▶ **The input**:
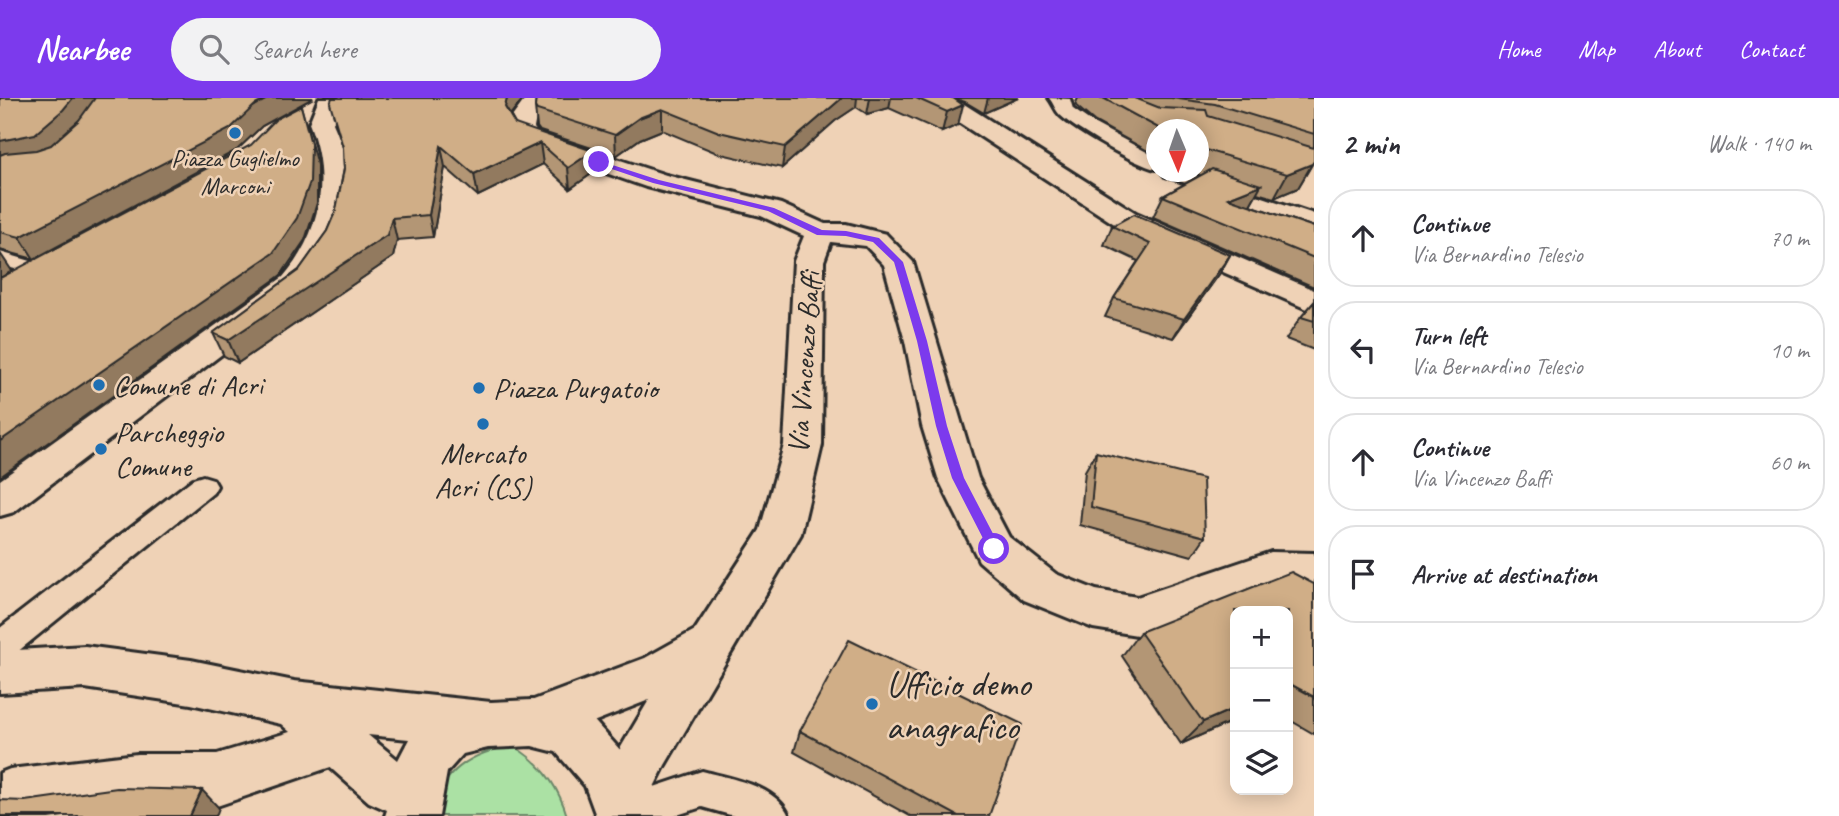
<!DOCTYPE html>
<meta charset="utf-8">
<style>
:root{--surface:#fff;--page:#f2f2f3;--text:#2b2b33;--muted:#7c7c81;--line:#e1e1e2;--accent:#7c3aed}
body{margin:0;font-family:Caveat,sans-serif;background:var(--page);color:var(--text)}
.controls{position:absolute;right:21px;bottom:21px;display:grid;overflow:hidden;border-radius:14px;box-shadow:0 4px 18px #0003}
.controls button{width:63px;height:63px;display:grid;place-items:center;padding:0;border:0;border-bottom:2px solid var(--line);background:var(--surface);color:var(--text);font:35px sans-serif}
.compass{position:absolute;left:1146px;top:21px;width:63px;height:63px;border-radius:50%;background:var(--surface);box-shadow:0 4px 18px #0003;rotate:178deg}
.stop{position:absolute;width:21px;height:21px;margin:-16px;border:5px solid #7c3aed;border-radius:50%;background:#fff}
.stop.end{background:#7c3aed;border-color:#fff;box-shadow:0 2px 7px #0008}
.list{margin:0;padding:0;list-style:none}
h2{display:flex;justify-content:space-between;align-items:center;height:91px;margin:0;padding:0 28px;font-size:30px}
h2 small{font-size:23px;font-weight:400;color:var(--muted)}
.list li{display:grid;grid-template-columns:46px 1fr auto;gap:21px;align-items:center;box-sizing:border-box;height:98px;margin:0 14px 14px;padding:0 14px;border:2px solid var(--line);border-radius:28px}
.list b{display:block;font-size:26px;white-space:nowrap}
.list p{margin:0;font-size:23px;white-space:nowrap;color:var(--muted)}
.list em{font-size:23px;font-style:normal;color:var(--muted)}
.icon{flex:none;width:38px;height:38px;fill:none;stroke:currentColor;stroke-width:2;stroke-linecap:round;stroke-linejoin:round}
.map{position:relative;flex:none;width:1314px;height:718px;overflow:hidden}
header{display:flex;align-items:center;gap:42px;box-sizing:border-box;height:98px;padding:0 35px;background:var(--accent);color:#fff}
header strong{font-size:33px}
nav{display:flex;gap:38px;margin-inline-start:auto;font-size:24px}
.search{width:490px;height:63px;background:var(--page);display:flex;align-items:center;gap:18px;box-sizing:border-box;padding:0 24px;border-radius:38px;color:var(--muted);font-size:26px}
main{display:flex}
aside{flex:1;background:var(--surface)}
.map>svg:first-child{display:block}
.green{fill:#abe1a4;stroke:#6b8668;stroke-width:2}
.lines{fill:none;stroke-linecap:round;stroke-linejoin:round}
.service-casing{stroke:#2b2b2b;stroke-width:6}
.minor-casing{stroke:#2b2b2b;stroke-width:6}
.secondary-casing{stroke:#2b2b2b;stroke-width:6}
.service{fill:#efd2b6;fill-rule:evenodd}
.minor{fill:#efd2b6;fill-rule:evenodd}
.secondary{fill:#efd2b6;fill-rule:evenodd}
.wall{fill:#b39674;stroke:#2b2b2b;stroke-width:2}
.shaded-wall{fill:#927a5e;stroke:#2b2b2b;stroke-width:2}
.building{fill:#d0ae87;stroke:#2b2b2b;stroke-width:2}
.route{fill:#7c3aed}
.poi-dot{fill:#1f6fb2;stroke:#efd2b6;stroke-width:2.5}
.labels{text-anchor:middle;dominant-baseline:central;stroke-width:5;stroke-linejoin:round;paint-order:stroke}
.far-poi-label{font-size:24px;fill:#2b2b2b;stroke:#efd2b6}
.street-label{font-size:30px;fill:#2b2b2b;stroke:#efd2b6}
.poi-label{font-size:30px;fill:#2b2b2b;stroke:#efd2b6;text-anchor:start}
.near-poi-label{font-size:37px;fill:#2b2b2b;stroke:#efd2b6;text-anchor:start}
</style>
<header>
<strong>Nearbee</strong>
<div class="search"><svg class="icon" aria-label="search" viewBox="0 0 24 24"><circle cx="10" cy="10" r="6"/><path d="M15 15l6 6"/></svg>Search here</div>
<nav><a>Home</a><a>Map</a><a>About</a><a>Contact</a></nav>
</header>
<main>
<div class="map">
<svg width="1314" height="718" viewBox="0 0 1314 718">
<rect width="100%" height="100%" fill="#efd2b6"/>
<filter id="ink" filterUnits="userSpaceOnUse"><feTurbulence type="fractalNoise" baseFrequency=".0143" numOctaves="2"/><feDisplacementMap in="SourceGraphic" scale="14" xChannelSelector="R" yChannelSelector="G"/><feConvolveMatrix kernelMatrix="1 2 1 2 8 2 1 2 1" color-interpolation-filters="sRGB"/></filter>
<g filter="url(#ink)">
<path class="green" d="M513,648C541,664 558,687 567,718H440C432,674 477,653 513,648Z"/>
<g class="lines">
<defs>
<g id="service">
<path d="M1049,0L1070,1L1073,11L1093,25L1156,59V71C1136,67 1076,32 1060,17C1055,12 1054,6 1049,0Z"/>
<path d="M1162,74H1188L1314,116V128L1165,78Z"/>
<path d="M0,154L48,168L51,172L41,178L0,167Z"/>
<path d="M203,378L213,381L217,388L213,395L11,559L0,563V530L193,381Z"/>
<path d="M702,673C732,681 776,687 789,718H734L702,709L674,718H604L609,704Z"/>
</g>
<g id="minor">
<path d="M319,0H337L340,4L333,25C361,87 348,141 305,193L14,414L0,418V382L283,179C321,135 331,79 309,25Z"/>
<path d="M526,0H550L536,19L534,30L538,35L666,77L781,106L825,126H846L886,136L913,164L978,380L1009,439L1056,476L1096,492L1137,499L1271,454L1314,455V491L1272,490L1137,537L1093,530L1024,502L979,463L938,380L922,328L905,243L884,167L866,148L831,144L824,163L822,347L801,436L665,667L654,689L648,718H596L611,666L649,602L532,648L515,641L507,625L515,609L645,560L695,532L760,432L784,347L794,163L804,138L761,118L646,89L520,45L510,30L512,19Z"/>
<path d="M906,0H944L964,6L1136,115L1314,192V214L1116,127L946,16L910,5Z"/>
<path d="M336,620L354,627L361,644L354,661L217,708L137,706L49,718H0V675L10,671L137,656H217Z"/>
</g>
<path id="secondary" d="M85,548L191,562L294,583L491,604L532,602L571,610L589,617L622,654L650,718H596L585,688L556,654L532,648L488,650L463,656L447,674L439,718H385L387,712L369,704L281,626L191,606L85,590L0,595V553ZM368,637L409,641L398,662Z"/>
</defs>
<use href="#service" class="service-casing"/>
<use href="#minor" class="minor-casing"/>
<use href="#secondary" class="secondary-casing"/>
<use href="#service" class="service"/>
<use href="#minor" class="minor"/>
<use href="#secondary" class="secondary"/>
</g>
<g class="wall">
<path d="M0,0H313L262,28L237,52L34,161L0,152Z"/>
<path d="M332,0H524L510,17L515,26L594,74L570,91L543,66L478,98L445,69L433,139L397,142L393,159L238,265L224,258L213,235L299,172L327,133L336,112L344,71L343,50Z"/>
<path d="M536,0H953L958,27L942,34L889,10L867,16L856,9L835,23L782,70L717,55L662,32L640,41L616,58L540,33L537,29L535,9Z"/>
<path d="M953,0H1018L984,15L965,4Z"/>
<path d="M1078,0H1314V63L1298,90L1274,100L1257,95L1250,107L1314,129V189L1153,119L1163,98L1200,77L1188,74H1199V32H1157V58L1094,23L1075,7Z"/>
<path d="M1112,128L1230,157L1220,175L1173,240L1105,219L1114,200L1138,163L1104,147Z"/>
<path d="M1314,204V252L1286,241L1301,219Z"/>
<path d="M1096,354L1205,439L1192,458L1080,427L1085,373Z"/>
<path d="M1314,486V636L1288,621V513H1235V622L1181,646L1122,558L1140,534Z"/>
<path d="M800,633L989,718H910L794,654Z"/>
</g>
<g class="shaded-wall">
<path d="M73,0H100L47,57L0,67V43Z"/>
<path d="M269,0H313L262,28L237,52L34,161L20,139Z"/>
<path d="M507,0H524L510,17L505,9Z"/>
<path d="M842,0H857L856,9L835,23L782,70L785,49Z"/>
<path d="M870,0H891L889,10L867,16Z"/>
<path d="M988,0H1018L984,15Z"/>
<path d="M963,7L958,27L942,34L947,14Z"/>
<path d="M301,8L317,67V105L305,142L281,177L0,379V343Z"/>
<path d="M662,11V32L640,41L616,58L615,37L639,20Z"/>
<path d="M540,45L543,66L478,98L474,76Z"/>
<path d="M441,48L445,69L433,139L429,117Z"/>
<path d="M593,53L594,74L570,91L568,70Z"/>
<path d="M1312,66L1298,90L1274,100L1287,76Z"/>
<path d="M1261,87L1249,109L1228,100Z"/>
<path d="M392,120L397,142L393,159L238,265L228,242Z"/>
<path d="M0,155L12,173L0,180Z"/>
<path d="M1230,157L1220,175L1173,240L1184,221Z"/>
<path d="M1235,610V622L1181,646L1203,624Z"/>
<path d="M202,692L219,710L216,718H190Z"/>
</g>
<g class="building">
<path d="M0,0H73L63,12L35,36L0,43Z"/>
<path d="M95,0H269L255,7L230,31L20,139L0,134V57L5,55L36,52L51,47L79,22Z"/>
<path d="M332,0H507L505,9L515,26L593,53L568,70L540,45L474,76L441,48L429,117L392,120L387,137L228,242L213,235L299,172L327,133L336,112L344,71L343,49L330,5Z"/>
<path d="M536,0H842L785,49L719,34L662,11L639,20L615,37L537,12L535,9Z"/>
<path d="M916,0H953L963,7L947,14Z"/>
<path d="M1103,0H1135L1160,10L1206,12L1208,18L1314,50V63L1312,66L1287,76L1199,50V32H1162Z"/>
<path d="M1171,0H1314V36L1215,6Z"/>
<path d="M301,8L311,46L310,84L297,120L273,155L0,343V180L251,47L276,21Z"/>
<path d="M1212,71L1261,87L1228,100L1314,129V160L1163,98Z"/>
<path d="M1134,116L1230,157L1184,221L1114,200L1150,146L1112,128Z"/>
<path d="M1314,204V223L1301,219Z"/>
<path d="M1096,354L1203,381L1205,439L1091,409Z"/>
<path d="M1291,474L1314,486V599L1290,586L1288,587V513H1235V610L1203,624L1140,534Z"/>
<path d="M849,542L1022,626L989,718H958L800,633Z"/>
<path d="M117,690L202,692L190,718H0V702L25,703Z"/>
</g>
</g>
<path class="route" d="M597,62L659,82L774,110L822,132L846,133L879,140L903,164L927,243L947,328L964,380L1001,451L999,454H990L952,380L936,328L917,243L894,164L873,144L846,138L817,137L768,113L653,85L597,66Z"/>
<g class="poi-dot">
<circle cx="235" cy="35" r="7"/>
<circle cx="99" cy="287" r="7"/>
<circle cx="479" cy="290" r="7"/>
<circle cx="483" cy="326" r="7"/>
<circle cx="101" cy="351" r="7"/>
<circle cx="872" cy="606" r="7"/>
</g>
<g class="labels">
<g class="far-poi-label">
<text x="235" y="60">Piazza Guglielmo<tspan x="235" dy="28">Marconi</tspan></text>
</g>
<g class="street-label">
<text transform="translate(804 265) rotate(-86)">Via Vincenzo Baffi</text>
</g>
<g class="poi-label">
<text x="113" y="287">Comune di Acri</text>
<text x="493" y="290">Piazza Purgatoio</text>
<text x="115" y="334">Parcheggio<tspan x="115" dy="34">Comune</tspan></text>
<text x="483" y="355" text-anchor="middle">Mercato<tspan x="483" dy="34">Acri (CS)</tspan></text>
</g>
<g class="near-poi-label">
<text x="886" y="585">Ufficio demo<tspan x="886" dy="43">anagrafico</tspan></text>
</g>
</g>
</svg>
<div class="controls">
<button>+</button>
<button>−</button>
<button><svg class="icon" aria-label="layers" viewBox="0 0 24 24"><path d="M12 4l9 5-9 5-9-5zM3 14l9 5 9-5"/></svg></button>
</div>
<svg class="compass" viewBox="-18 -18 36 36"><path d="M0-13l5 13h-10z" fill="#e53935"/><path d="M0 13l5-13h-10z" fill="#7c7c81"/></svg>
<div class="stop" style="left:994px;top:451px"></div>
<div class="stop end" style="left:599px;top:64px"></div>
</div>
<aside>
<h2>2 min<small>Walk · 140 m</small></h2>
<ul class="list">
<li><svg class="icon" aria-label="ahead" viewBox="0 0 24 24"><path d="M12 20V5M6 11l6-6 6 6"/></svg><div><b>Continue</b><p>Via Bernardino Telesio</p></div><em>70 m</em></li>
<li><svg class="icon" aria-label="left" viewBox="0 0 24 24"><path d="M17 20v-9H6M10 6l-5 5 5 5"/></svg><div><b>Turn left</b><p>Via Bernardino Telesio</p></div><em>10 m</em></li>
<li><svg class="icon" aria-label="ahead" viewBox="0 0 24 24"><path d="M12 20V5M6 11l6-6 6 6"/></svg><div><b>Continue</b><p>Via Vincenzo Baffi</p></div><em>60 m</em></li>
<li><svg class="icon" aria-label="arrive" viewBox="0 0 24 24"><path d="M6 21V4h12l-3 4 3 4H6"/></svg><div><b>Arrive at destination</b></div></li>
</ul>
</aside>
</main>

▶ **What the exercise asks**: List every line above that holds the word "controls".

▶ **Exercise response**:
.controls{position:absolute;right:21px;bottom:21px;display:grid;overflow:hidden;border-radius:14px;box-shadow:0 4px 18px #0003}
.controls button{width:63px;height:63px;display:grid;place-items:center;padding:0;border:0;border-bottom:2px solid var(--line);background:var(--surface);color:var(--text);font:35px sans-serif}
<div class="controls">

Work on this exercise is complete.